Could you repeat word for word only the lines from the one containing "Annotation task. Dump" to the last line of the data below?

--- START ---

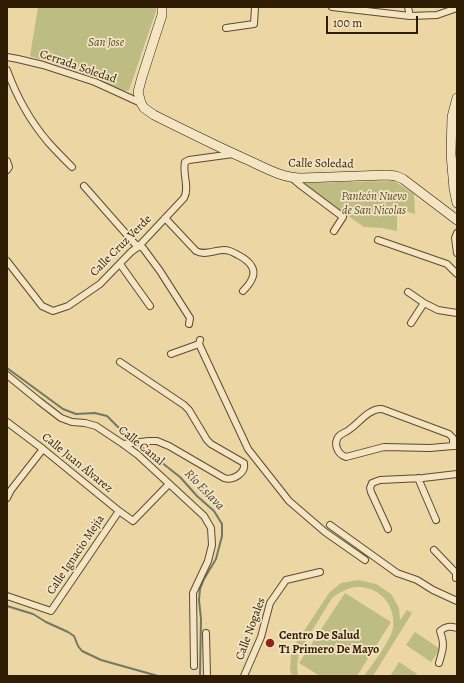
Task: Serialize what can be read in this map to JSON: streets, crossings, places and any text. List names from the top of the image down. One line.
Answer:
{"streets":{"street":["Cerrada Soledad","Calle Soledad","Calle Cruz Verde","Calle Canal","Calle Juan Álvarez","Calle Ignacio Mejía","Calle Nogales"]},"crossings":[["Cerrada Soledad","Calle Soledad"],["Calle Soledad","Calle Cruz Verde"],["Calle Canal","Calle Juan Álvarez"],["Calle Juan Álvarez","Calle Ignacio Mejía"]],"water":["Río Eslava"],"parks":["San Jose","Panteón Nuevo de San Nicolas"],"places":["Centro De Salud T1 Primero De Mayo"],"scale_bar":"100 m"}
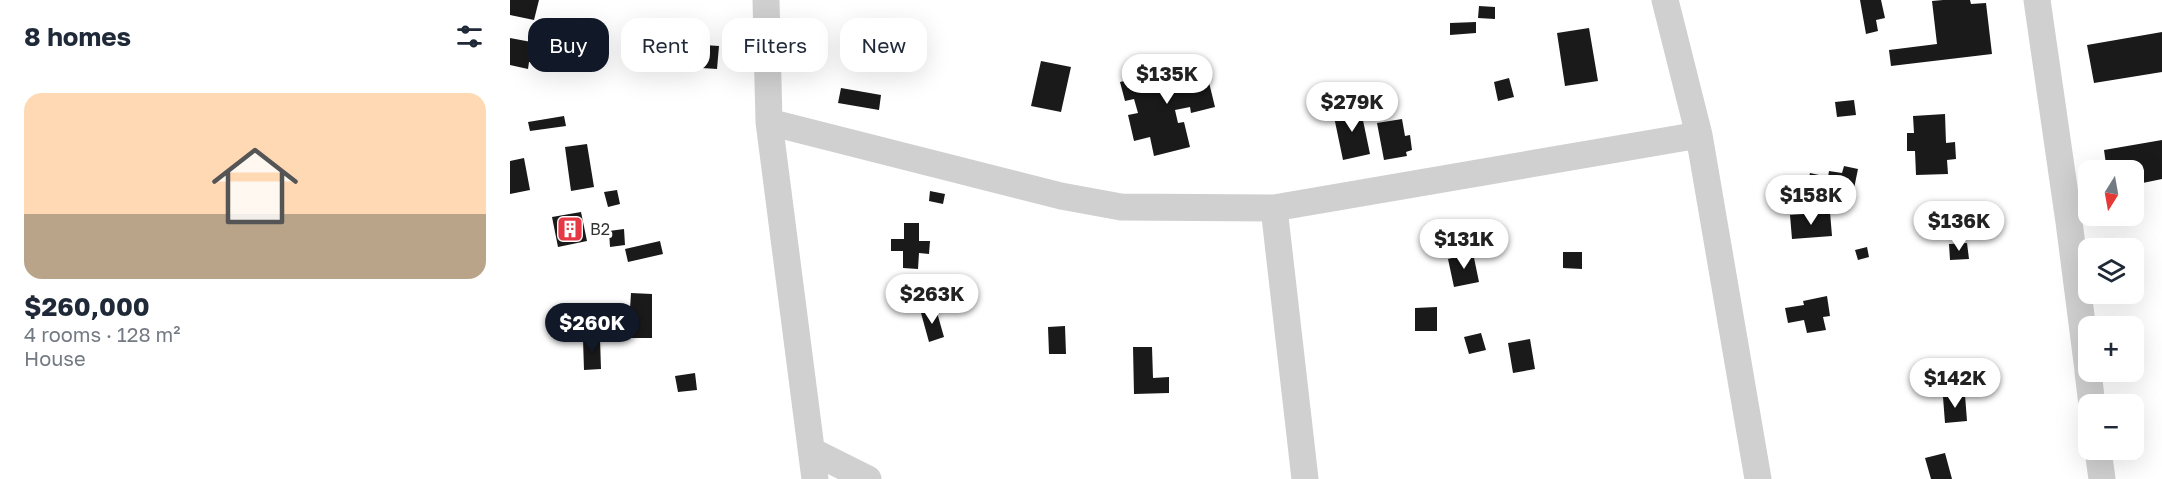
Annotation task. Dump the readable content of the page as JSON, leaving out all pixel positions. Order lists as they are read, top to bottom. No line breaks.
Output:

--- END ---

OUTPUT:
Annotation task. Dump the readable content of the page as JSON, leaving out all pixel positions. Order lists as they are read, top to bottom. No line breaks.
Output:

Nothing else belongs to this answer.